Central Post-Stroke Pain Syndrome
Stroke can also rewire the way the brain processes pain signals, leading to a chronic condition called central post-stroke pain. This happens when damaged neurons in the brain’s pain-processing pathways become excessively excitable or fire spontaneously, creating pain sensations that have no external cause. The affected side of the trunk can experience burning, freezing, squeezing, or tearing sensations.
The squeezing and tightness felt across the chest wall in this syndrome can feel alarming, resembling cardiac pain. But the mechanism is entirely neurological. The balance between the brain’s pain-amplifying and pain-dampening systems gets disrupted, and inflammation in key relay stations of the pain pathway, particularly the thalamus, keeps the signals firing. This type of chest discomfort typically develops weeks to months after the stroke rather than during the acute event.

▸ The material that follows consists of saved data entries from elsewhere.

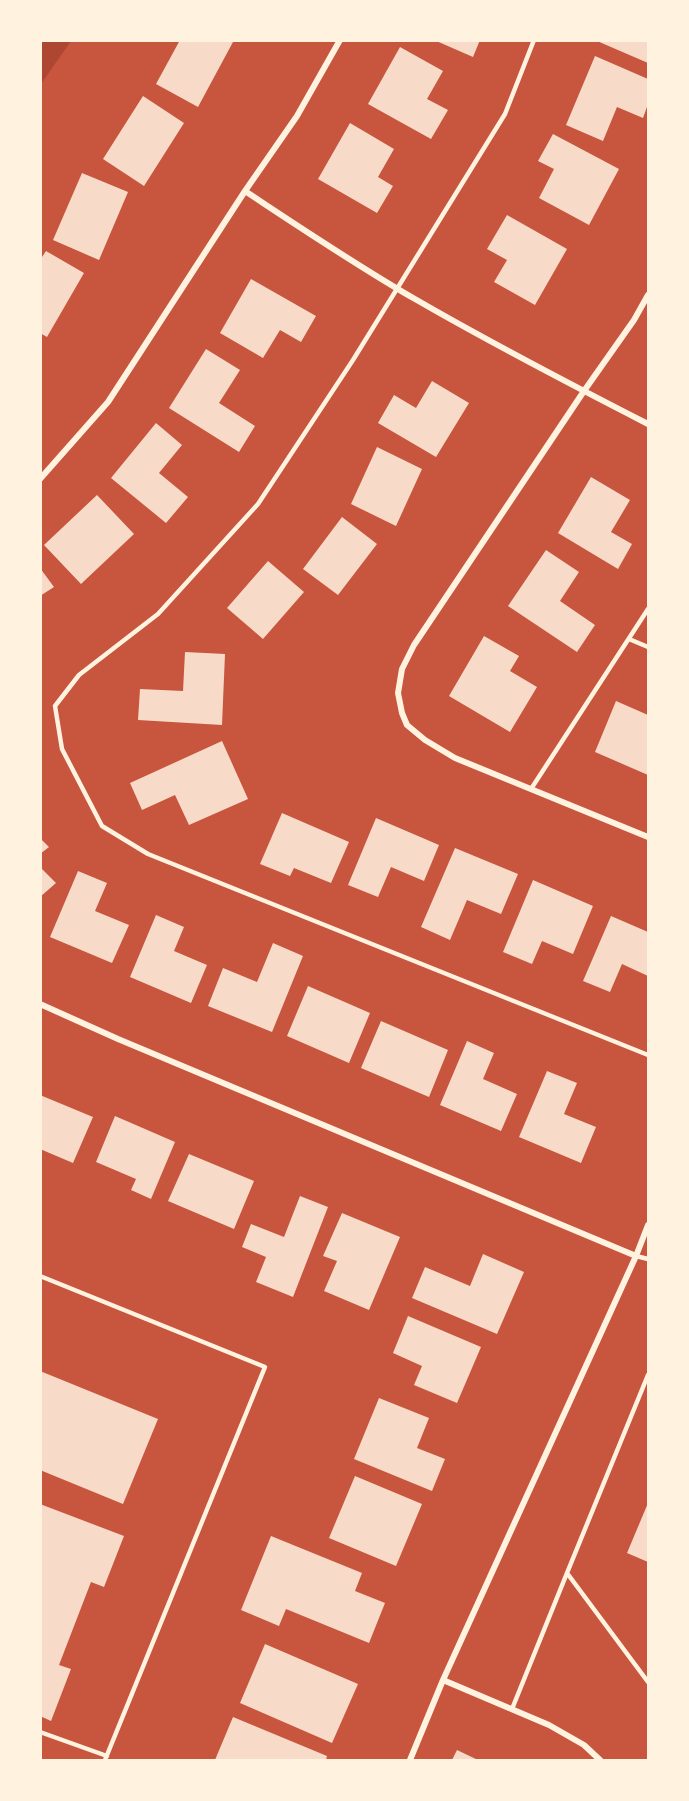 <!DOCTYPE html>
<style>
body{margin:0}
#map{position:relative;width:689px;height:1801px;overflow:hidden;background:#c8553d;font-family:"Varela Round",sans-serif}
canvas{display:block}
.frame{position:absolute;inset:0;border:42px solid #fff3e0;pointer-events:none}
</style>
<div id="map">
<canvas width="689" height="1801"></canvas>
<div class="frame"></div>
</div>
<script>
const ctx = document.querySelector('canvas').getContext('2d');
ctx.lineJoin = 'round';
function fill(path, color) {
  ctx.fillStyle = color;
  ctx.fill(path, 'evenodd');
}
function stroke(path, color, width, dash) {
  ctx.strokeStyle = color;
  ctx.lineWidth = width;
  ctx.lineCap = dash ? 'butt' : 'round';
  ctx.setLineDash(dash || []);
  ctx.stroke(path);
}
fill(new Path2D(`
 M41,40L71,41L41,84L40,41Z`), '#ae4732');
fill(new Path2D(`
 M180,40H231L233,42L198,107L156,84Z
 M434,40H480L473,57Z
 M597,40H648V63L597,41Z
 M400,47L443,71L427,99L448,110L431,139L368,104Z
 M595,56L648,79V104L643,118L617,107L603,141L566,125Z
 M143,96L184,123L144,186L103,159Z
 M350,123L394,149L378,177L393,186L377,213L318,179Z
 M553,134L619,169L589,225L539,198L554,169L538,161Z
 M82,173L128,192L99,260L53,240Z
 M507,215L567,249L535,305L494,282L507,260L487,249Z
 M46,251L84,273L47,337L40,333V260Z
 M251,279L316,316L301,342L280,330L263,358L220,333Z
 M206,349L240,370L219,403L255,426L239,452L169,408Z
 M432,381L469,403L436,457L378,423L394,395L416,408Z
 M156,423L182,445L159,473L188,497L166,523L111,478Z
 M377,447L422,469L396,526L351,504Z
 M591,477L630,500L611,532L632,544L618,569L558,533Z
 M97,495L134,534L81,584L44,545Z
 M342,517L377,544L338,595L303,569Z
 M546,550L579,572L560,601L595,625L577,652L508,606Z
 M268,561L304,592L263,639L227,608Z
 M40,568L54,587L40,596Z
 M484,636L519,656L510,671L537,687L510,732L449,696Z
 M185,652L225,654L222,725L138,720L140,689L183,691Z
 M616,701L648,715V775L595,752Z
 M222,741L248,799L189,825L175,795L142,810L130,783Z
 M282,813L349,842L331,883L294,868L290,876L260,864Z
 M376,818L439,845L424,881L391,867L378,897L348,885Z
 M40,838L49,847L40,854Z
 M455,848L518,874L501,914L467,900L450,940L421,927Z
 M40,867L56,883L40,897Z
 M78,871L107,883L95,911L129,925L112,963L50,937Z
 M533,880L593,906L573,954L542,941L532,964L503,952Z
 M156,915L184,927L174,951L207,965L191,1003L130,977Z
 M611,916L648,932V976L622,964L610,992L583,981Z
 M273,943L303,956L272,1032L208,1006L223,968L257,982Z
 M308,986L370,1013L349,1063L287,1036Z
 M381,1021L448,1050L429,1097L361,1068Z
 M467,1041L494,1053L483,1079L517,1094L501,1131L440,1105Z
 M547,1071L577,1083L564,1114L596,1127L581,1163L519,1137Z
 M40,1095L93,1117L73,1163L40,1149Z
 M115,1116L175,1142L151,1199L131,1190L136,1179L96,1162Z
 M189,1154L254,1181L234,1229L168,1201Z
 M300,1196L328,1207L293,1297L256,1282L266,1257L242,1247L251,1224L284,1237Z
 M342,1213L400,1237L369,1310L324,1291L337,1261L323,1256Z
 M483,1254L524,1272L497,1334L412,1298L425,1267L470,1286Z
 M408,1316L481,1347L457,1403L414,1385L422,1366L393,1353Z
 M40,1371L158,1419L123,1504L40,1470Z
 M379,1398L429,1418L417,1448L445,1459L432,1491L354,1459Z
 M355,1476L422,1504L396,1566L329,1538Z
 M648,1503V1562L627,1553Z
 M40,1504L124,1536L104,1587L91,1582L59,1665L71,1669L51,1721L40,1716Z
 M271,1536L362,1573L355,1591L385,1603L369,1643L286,1609L279,1626L241,1610Z
 M265,1644L358,1684L332,1743L240,1703Z
 M233,1717L327,1756L326,1760H215Z
 M457,1750L478,1760H452Z`), '#f7dbc8');
stroke(new Path2D(`
 M534,40L505,114L353,360L258,504L158,614L79,675L55,706L62,749L102,826L148,854L648,1055
 M629,639L648,647
 M531,789L648,609
 M636,1256L648,1259
 M40,1276L265,1367L105,1760
 M648,1375L567,1573L648,1682
 M512,1709L567,1573
 M40,1732L107,1756`), '#fff3e0', 4.5);
stroke(new Path2D(`
 M245,191C301,228 356,265 415,299C491,343 570,384 648,424
 M648,295L634,320L584,391L414,645L402,669L398,693L402,713L407,725L425,740L455,758L648,837
 M40,479L108,402L245,191L297,116L340,40
 M40,1004L118,1039L636,1256
 M443,1680L549,1725L584,1745L600,1760
 M410,1760L443,1680L636,1256L648,1225`), '#fff3e0', 6);
</script>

Autonomic Dysfunction and Ongoing Cardiac Stress
Beyond the acute phase, stroke survivors often experience lasting disruption of their autonomic nervous system. This can manifest as blood pressure that no longer dips during sleep (a pattern associated with increased cardiovascular risk), persistent heart rhythm irregularities, and elevated levels of stress hormones. Each of these changes can produce sensations of chest tightness, palpitations, or discomfort that persist well beyond the initial stroke.
Heart rate variability, a measure of how well the nervous system regulates heart rhythm, drops significantly after stroke. This suppression reflects an imbalance tilted toward the sympathetic (“fight or flight”) branch of the nervous system. The result is a heart under chronic low-grade stress, which can produce intermittent chest symptoms even when the heart itself is structurally normal.
How to Tell What’s Causing the Pain
The challenge with chest pain during or after a stroke is that multiple causes can look similar from the outside. Takotsubo cardiomyopathy mimics a heart attack on an EKG. Central post-stroke pain can feel like cardiac squeezing. A pulmonary embolism can be silent until it’s life-threatening. Even emergency physicians rely on blood tests for cardiac enzymes, imaging of the heart and lungs, and sometimes coronary angiography to sort out what’s happening.
The practical takeaway: chest pain in someone having a stroke or recovering from one should always be treated as a potential cardiac emergency until proven otherwise. The brain-heart connection is real and well-documented, and the same vascular disease that caused the stroke may be actively threatening the heart at the same time.